| publication name | Machine Learning-Based Approach for Arabic Dialect Identification |
|---|---|
| Authors | Mahmoud S. Ali;Ahmed H. Ali;Ahmed A. El-Sawy;Hamada A. Nayel |
| year | 2021 |
| keywords | Arabic Dialect Identification; Arabic NLP |
| journal | Proceedings of the Sixth Arabic Natural Language Processing Workshop |
| volume | Not Available |
| issue | Not Available |
| pages | Not Available |
| publisher | Association for Computational Linguistics |
| Local/International | International |
| Paper Link | https://aclanthology.org/2021.wanlp-1.34.pdf |
| Full paper | download |
| Supplementary materials | Not Available |
Abstract
This paper describes our systems submitted to the Second Nuanced Arabic Dialect Identification Shared Task (NADI 2021).

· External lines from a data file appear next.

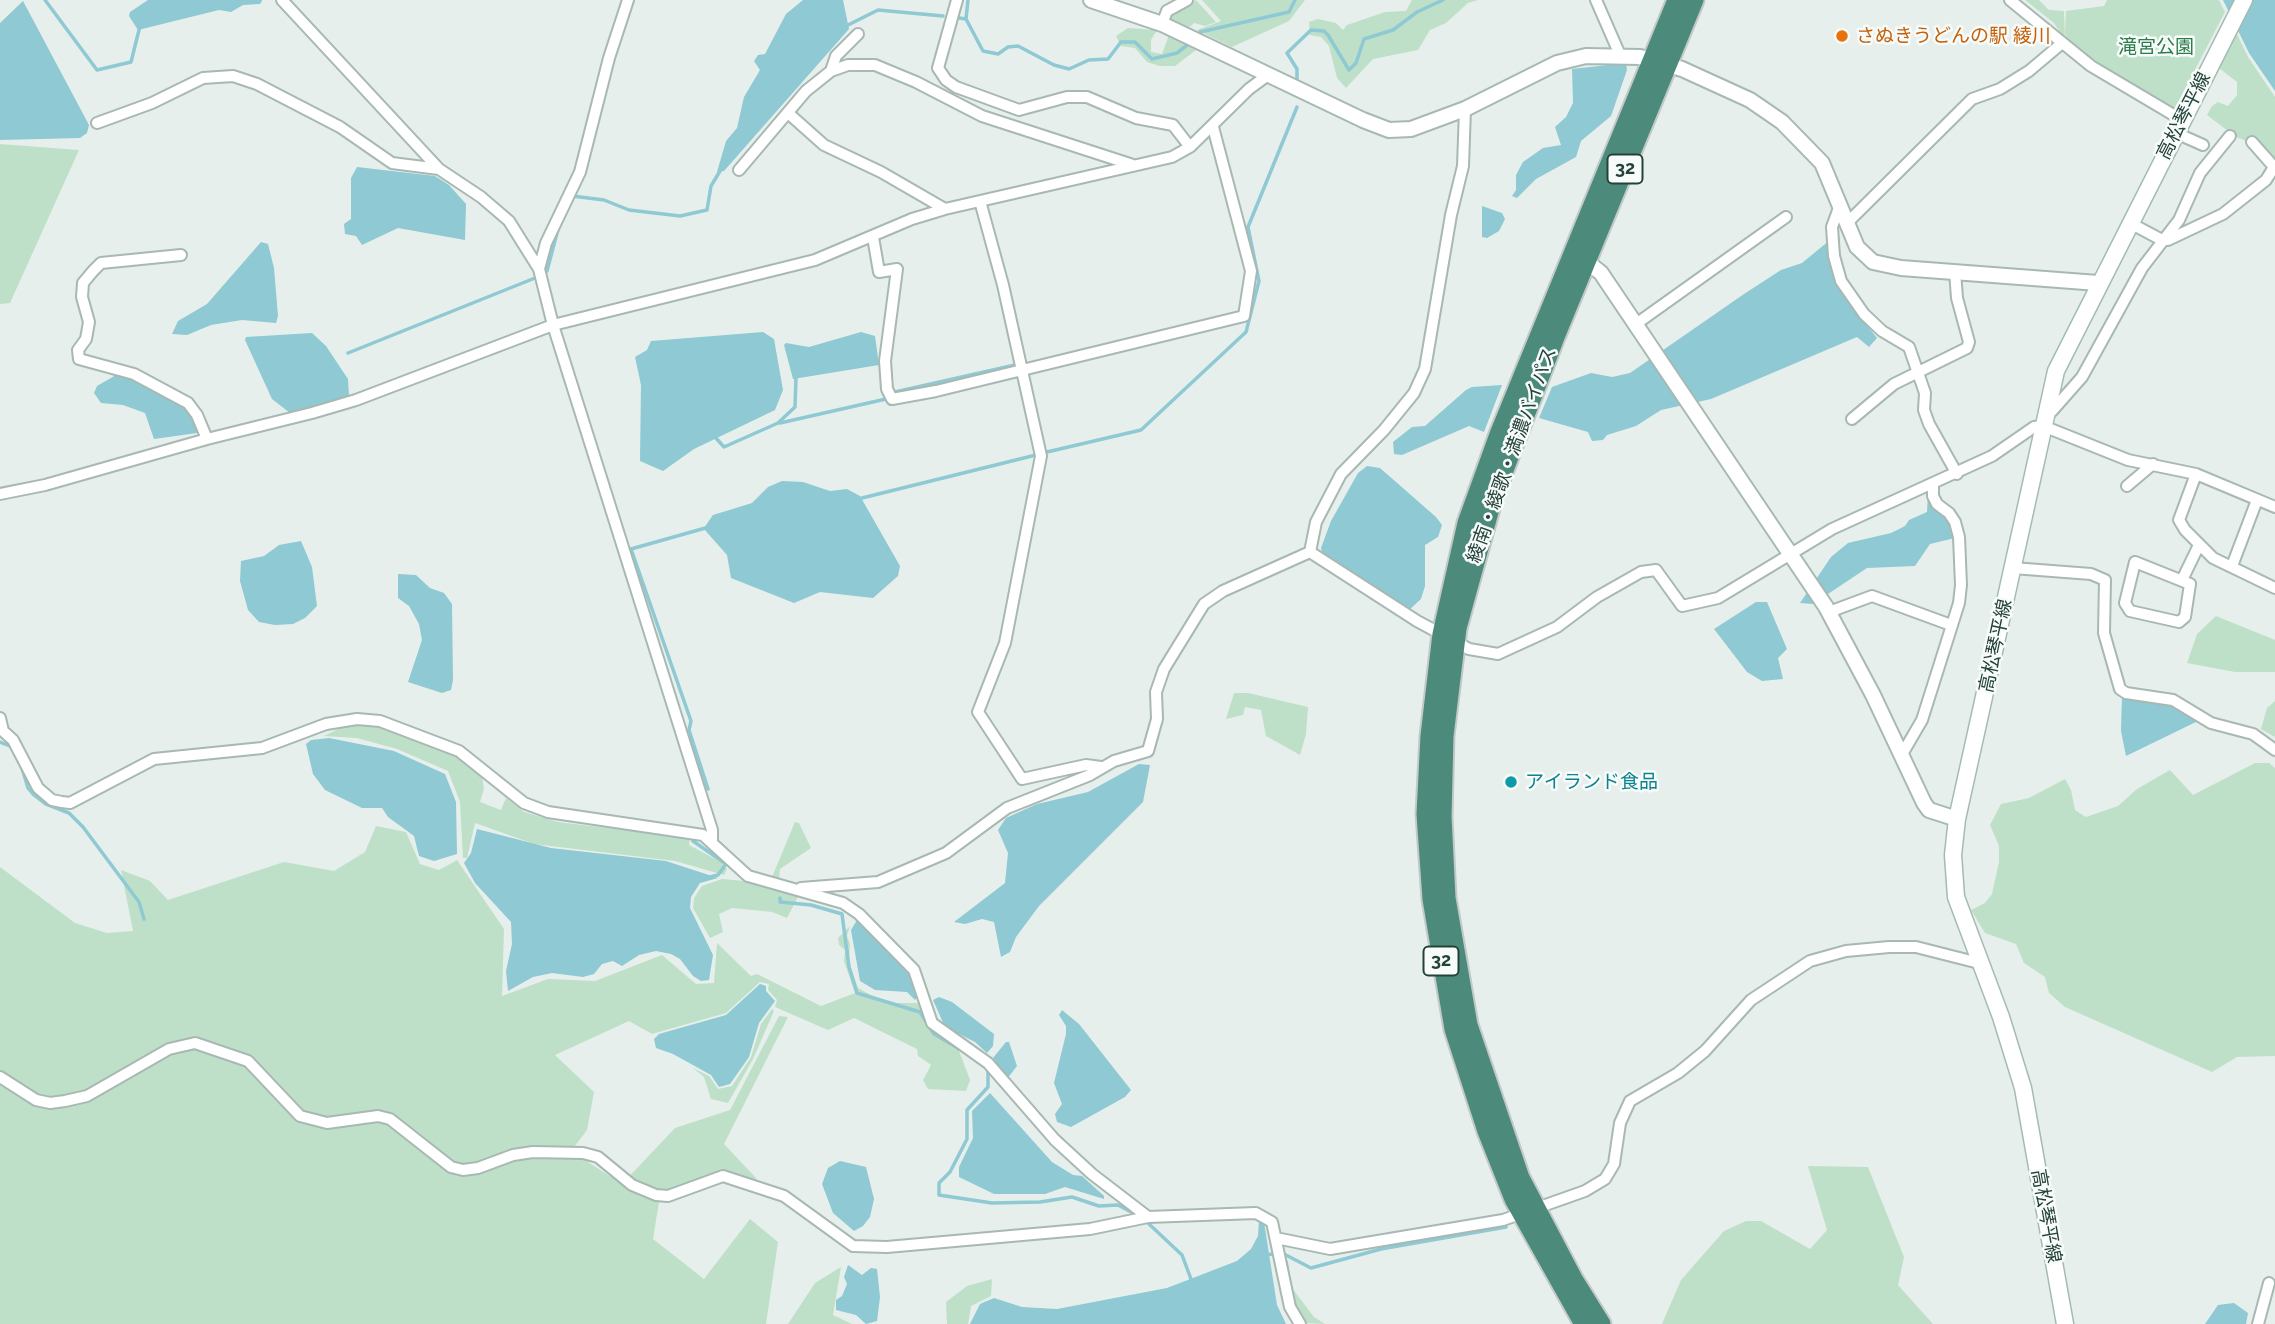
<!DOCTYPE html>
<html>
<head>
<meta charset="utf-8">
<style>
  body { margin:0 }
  canvas { display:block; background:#e6efeb }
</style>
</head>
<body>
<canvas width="2275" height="1324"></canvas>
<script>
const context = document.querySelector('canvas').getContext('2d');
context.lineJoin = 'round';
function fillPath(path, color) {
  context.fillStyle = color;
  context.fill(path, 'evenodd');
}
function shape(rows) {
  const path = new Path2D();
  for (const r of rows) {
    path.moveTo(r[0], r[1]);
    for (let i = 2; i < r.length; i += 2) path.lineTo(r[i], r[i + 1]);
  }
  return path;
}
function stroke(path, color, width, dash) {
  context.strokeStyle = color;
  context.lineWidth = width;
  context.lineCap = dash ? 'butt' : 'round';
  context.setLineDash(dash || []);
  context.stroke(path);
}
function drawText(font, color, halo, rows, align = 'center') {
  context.font = font + ' Raleway,"Noto Sans JP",sans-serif';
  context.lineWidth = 5;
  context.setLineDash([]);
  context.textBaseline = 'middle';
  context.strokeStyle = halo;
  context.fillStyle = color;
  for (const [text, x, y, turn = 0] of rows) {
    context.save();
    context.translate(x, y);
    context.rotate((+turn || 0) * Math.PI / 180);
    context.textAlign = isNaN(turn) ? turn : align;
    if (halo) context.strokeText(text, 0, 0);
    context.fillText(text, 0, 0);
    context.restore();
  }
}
const green = shape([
  [1196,0,1216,22,1205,26,1194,23,1190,27,1168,19,1172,13],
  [1202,0,1305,0,1289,21,1232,47,1197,30,1221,21],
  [1412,0,1478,0,1468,3,1446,23,1430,30,1418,50,1373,59,1346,88,1337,78,1329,46,1321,37,1310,35,1309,22,1318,19,1336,23,1343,30,1347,25,1385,12,1406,11],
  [2025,0,2039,0,2049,10,2064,11,2065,40,2054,23],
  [2107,0,2219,0,2225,12,2174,110,2133,87,2068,42,2065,33,2066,11,2104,6],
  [1128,28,1157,30,1151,40,1151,52,1162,54,1169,35,1196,50,1175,66,1160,66,1147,62,1135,48,1121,46,1116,36],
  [2237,34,2248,57,2275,97,2275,159,2252,137,2247,141,2236,137,2207,115,2212,106,2218,102,2228,106,2237,95,2237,82,2219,68],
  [0,144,79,150,10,303,0,304],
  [2216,616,2275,640,2275,672,2235,672,2187,663,2197,634],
  [1234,693,1248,693,1308,707,1306,734,1300,755,1266,736,1261,710,1245,707,1243,715,1226,719],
  [2275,701,2275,737,2261,729,2267,708],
  [346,725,378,726,433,744,467,762,482,777,484,789,480,802,501,810,506,798,524,812,558,822,690,838,689,845,721,862,727,869,724,875,675,861,534,844,475,823,467,858,463,858,460,802,448,771,397,749,357,738,324,736],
  [2255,763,2269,763,2275,768,2275,1056,2237,1057,2212,1072,2065,1007,2049,993,2045,977,2024,963,2016,944,1985,933,1971,910,1985,903,1992,894,1999,862,1999,846,1990,825,2001,804,2029,798,2065,779,2071,790,2075,810,2086,817,2118,806,2137,789,2170,770,2193,795],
  [795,822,799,823,811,848,780,869,779,881,772,877],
  [376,826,406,832,420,864,439,870,457,860,504,929,502,996,548,979,595,981,662,955,696,984,714,983,717,943,751,976,757,974,821,1006,855,993,844,961,845,950,839,945,838,938,850,926,847,936,850,944,849,962,858,988,886,1003,919,1003,924,1018,937,1034,958,1048,970,1080,966,1091,928,1089,923,1080,931,1065,918,1056,917,1049,854,1018,828,1030,775,1007,777,1000,768,990,769,984,760,982,726,1013,652,1034,629,1021,555,1055,594,1092,587,1130,571,1151,622,1184,675,1128,730,1110,779,1016,788,1017,724,1144,757,1179,718,1174,660,1196,653,1239,704,1279,750,1219,778,1242,766,1324,0,1324,0,867,75,923,107,933,133,931,121,870,150,881,168,900,284,862,334,871,365,852],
  [722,879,745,881,798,897,787,918,772,912,732,908,719,914,723,932,710,938,693,908,694,898,702,886],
  [772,1009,774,1011,753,1059,728,1103,711,1099,704,1077,693,1068,709,1076,718,1089,732,1086,751,1057,761,1024],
  [1808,1166,1868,1167,1904,1257,1898,1285,1933,1324,1662,1324,1681,1280,1724,1231,1746,1221,1761,1221,1810,1249,1827,1230],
  [1284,1258,1288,1261,1292,1288,1314,1317,1325,1324,1305,1323,1293,1303],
  [841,1267,833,1315,852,1324,788,1324,815,1283],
  [992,1279,991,1296,971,1306,968,1324,947,1324,946,1302,967,1286]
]);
const water = shape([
  [148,0,262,0,262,1,260,4,243,5,231,12,219,10,138,30,129,16,130,12],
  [803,0,843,0,849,29,724,171,717,172,726,141,737,128,744,97,760,70,754,61,758,55,765,54,786,14],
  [2223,0,2275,0,2275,91,2249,53],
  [23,1,89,125,87,133,80,138,0,140,0,23],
  [1626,63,1627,70,1611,116,1581,141,1576,157,1536,179,1517,198,1512,196,1516,190,1516,175,1523,162,1543,148,1561,145,1555,127,1566,117,1573,103,1572,69],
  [357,167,435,176,449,185,466,204,465,240,398,228,362,245,356,236,345,234,344,224,351,219,351,178],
  [1482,206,1502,213,1505,219,1499,231,1487,238,1482,237],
  [1830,240,1831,268,1842,294,1877,338,1869,347,1857,337,1711,399,1661,410,1636,426,1607,435,1603,440,1592,441,1588,432,1539,418,1552,387,1591,373,1612,377,1630,373,1744,294,1781,270,1802,263],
  [261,242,268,244,274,268,278,316,276,323,242,320,211,325,187,335,172,334,178,321,207,304],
  [763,332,774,339,783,390,775,410,694,449,663,471,640,461,641,385,635,357,647,350,651,341],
  [861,332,875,336,879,365,793,379,784,345,786,343,809,347],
  [312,333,326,346,348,379,349,396,290,413,272,399,245,340,246,337],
  [116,375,123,375,187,406,199,430,197,433,154,439,145,413,123,405,101,403,94,393,97,386],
  [1502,385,1484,432,1469,426,1402,455,1394,454,1393,442,1412,427,1425,426,1466,390,1472,387],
  [1367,466,1380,468,1436,517,1442,525,1438,537,1425,545,1425,586,1421,599,1408,611,1323,556,1321,548,1331,521,1358,473],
  [782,481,803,482,830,491,847,489,860,496,900,566,898,576,873,598,820,592,794,603,731,578,727,555,704,529,706,525,713,515,752,503,768,487],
  [1928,494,1953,525,1955,538,1930,544,1915,566,1867,568,1813,604,1800,603,1831,557,1848,543,1891,533,1905,526,1909,520,1927,512],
  [301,541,312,567,317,606,305,618,293,624,275,625,259,622,248,610,240,581,241,561,264,556,279,545],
  [398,574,416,575,430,588,444,593,452,604,453,680,451,690,442,693,408,682,422,640,419,624,409,606,398,598],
  [1756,602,1767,602,1787,649,1778,658,1783,679,1762,681,1747,672,1714,629],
  [2122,696,2170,705,2195,715,2198,721,2126,756,2121,731],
  [329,738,394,751,445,774,456,802,457,854,434,861,419,856,414,836,388,817,382,808,362,808,325,790,313,774,306,744,311,740],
  [1139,764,1150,765,1143,802,1039,906,1016,937,1010,952,1001,957,994,922,982,919,965,924,954,922,1005,883,1008,853,998,830,1006,818,1037,804,1088,792],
  [477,829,551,848,666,861,718,878,700,883,691,897,690,908,713,955,709,980,701,981,693,976,680,959,671,954,656,951,639,955,622,966,613,961,602,964,594,974,583,977,552,973,533,977,508,991,506,971,512,944,511,922,475,883,464,863,471,853],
  [857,920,913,979,920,994,915,1000,907,992,875,990,860,981,851,930],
  [760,984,766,986,766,991,775,1001,759,1023,749,1057,730,1084,719,1087,711,1075,673,1054,656,1048,654,1039,659,1034,726,1015],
  [939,997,952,1002,994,1034,993,1046,987,1053,975,1042,945,1027,933,1000],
  [1062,1010,1079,1024,1131,1090,1125,1097,1071,1127,1057,1122,1055,1114,1062,1104,1054,1083,1066,1034,1066,1026,1059,1015],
  [1006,1042,1009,1042,1017,1066,1007,1079,993,1058],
  [990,1093,1052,1162,1073,1175,1082,1176,1104,1196,1104,1199,1065,1187,1045,1194,994,1194,959,1177,959,1167,973,1138,972,1111],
  [840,1161,866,1167,874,1199,870,1217,863,1226,854,1231,833,1213,822,1184,828,1168],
  [1259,1220,1264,1222,1277,1305,1286,1324,970,1324,980,1304,994,1298,1022,1307,1057,1309,1167,1288,1237,1261,1251,1249,1258,1236],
  [848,1265,862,1275,871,1268,877,1269,880,1297,877,1321,866,1324,856,1315,836,1310,836,1300,842,1296,847,1284,844,1277],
  [2234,1303,2248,1313,2246,1324,2205,1324,2218,1305]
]);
const stream = shape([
  [45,0,97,70,131,62,140,26],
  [959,18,966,19,983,51,998,54,1008,47,1018,46,1054,65,1069,69,1089,60,1108,59,1121,42,1135,42,1152,59,1177,53,1186,46],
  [966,19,968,0],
  [846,26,878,10,943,16],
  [1200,32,1289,12,1295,0],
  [1297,80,1297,69,1287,53,1311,30,1324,31,1328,35,1349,70,1356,63,1364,39,1393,30,1417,12,1443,0],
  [572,196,604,200,629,210,680,216,707,210,711,186,720,171],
  [547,271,558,229],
  [348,353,535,278],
  [895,392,1015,365],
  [780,423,886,399],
  [715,437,724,447,778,423,795,407,796,377],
  [1047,452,1141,430,1246,332,1259,281,1248,227,1297,107],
  [858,499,1036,455],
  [0,742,10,746],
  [22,768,28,788,33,794,46,804,69,813,83,827,139,902,144,919],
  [708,789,689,730,691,721,631,549,709,527],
  [693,841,726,864,718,875,710,877],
  [780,898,780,902,811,905,842,914,849,967,857,993,920,1012,934,1034,963,1051],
  [988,1070,988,1087,967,1110,967,1139,950,1172,939,1183,939,1195,992,1203,1040,1202,1072,1197,1099,1206,1118,1205,1133,1213],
  [1149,1224,1182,1255,1191,1279],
  [1264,1255,1282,1253,1311,1268,1381,1249,1506,1227]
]);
const minor = shape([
  [282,0,439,169,481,197,509,221,539,269,553,325,712,830,712,841],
  [957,0,938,68,946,80,956,87,1019,110,1067,97,1087,97,1136,118,1173,125,1190,147],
  [1596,0,1620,55],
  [2010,0,2091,66,2182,120],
  [1162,24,1167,11,1187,0],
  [831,71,836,56,858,34],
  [788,113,824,145,881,172,945,209],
  [97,123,152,103,203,78,233,76,257,84,340,127,392,163,439,169],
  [2176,133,2203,145],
  [739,170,806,91,831,71,848,65,875,65,916,82,982,116,1133,165],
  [980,201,1003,285,1041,456,1005,643,978,712,1022,779,1086,765,1101,767],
  [1840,205,1832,227,1834,256,1841,281,1864,314,1882,331,1909,347,1925,393,1924,410,1929,424,1957,474],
  [1847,223,1972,99,2000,89,2029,71,2061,44],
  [2130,223,2162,240,2168,240,2223,214,2266,180,2274,167,2252,142],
  [873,237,879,272,897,269,885,361,887,389,892,399,936,391,1244,316,1251,271,1213,127],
  [181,255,101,263,93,271,83,283,82,297,89,322,86,339,78,350,79,359,134,374,188,403,197,415,207,439],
  [539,269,546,243,580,172,609,58,628,0],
  [1636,324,1786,217],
  [2045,414,2052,411,2082,377,2142,268,2179,220,2200,173,2230,136],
  [1852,419,1894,384,1967,348,1969,342,1957,298,1955,271],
  [2196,474,2179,520,2185,530,2213,558,2275,588],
  [2127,486,2153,464],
  [0,494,45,485,207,439,312,413,356,400,553,325,815,260,912,219,945,209,1172,157,1190,147,1249,89,1268,75],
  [1310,552,1417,621,1469,649,1498,654,1557,627,1597,597,1641,572,1656,570,1682,606,1718,598,1832,529,1992,456,2034,427,2043,426,2128,460,2196,474,2275,507],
  [1310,552,1316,522,1341,474,1384,430,1414,393,1425,369,1451,215,1463,166,1465,109],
  [2135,562,2190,584,2185,617,2179,622,2130,611,2125,603,2135,562],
  [2232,566,2257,500],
  [2013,568,2091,574,2105,580,2104,633,2120,689,2126,693,2173,700,2211,723,2253,734,2275,750],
  [2182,580,2199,545],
  [1829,612,1872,596,1951,625],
  [0,718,3,731,13,740,38,788,52,800,62,802,70,803,154,759,262,748,326,724,357,719,380,721,459,751,524,803,548,812,703,835,748,876,843,903,859,914,914,970,932,1023,988,1063,1055,1140,1092,1174,1148,1217],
  [1901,756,1922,720,1959,603,1961,585,1959,537,1955,522,1949,513,1937,504,1933,496,1933,484],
  [801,888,878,882,946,853,1007,808,1090,775,1114,761,1148,751,1157,719,1156,692,1164,669,1204,604,1223,591,1310,552],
  [0,1077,36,1100,50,1103,65,1101,87,1096,169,1049,195,1043,248,1061,300,1116,327,1123,378,1116,390,1119,451,1167,463,1170,478,1168,513,1155,533,1152,583,1153,598,1157,632,1185,656,1195,668,1196,723,1176,784,1196,853,1246,887,1247,1090,1229,1148,1217,1256,1213,1272,1222,1290,1307,1300,1324],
  [1276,1238,1330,1249,1503,1220,1585,1191,1605,1179,1614,1164,1620,1123,1630,1101,1678,1073,1705,1051,1751,1000,1810,961,1846,951,1889,947,1916,947,1979,963],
  [2258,1324,2269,1283]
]);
const tertiary = shape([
  [1091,0,1162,24,1363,120,1389,130,1411,129,1465,109,1557,63,1586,56,1640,57,1682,69,1750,100,1782,122,1822,163,1857,247,1873,262,1901,268,2098,283],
  [1580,256,1601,273,1826,607,1873,695,1924,803,1929,810,1957,819]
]);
const secondary = shape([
  [2065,1324,2023,1088,2001,1017,1956,897,1953,855,1957,819,2056,371,2244,0]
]);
const trunk = shape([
  [1584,1324,1514,1199,1487,1131,1454,1029,1432,899,1426,814,1430,736,1442,634,1467,523,1500,432,1677,0],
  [1601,1324,1573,1279,1520,1178,1468,1025,1446,898,1442,817,1444,736,1457,628,1492,501,1555,337,1694,0]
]);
const markers = [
  [1842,36,7,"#e8710a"],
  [1511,782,7,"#0f9aa8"]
];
const shields = [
  [1625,169,35],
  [1441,961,35]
];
const shieldNames = [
  ["32",1625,169],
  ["32",1441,961]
];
const foodNames = [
  ["さぬきうどんの駅 綾川",1856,36]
];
const parkNames = [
  ["滝宮公園",2156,47]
];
const streetNames = [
  ["高松琴平線",2184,116,-63],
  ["綾南・綾歌・満濃バイパス",1512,455,-70],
  ["高松琴平線",1996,646,-78],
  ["高松琴平線",2046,1216,80]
];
const cultureNames = [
  ["アイランド食品",1525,782]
];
fillPath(green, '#bfe0c8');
fillPath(water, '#8ec9d4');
stroke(stream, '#8ec9d4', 3.5);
stroke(minor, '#a8b8b2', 14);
stroke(tertiary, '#a8b8b2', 18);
stroke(secondary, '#a4bbb3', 19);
stroke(trunk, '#c2cac8', 23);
stroke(minor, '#fff', 10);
stroke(tertiary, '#fff', 14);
stroke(secondary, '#fff', 16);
stroke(trunk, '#4c8a7c', 19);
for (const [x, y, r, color] of markers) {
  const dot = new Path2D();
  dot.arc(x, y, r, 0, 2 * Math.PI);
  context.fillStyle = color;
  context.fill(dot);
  stroke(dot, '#f7fbf9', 2.5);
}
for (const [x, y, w] of shields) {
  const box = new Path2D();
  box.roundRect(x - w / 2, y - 14.5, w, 29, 5);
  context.fillStyle = '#f7fbf9';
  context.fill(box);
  stroke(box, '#24423a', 2);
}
drawText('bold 18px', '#24423a', null, shieldNames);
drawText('19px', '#c56008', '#f7fbf9', foodNames, 'left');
drawText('19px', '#2d7a4b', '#f7fbf9', parkNames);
drawText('19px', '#24423a', '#f7fbf9', streetNames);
drawText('19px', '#0d838f', '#f7fbf9', cultureNames, 'left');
</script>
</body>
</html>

Dialect identification is the task of automatically detecting the source variety of a given text or speech segment. There are four subtasks, two subtasks for country-level identification and the other two subtasks for province-level identification. The data in this task covers a total of 100 provinces from all 21 Arab countries and come from the Twitter domain. The proposed systems depend on five machine-learning approaches namely Complement Naïve Bayes, Support Vector Machine, Decision Tree, Logistic Regression and Random Forest Classifiers. F1 macro-averaged score of Naïve Bayes classifier outperformed all other classifiers for development and test data.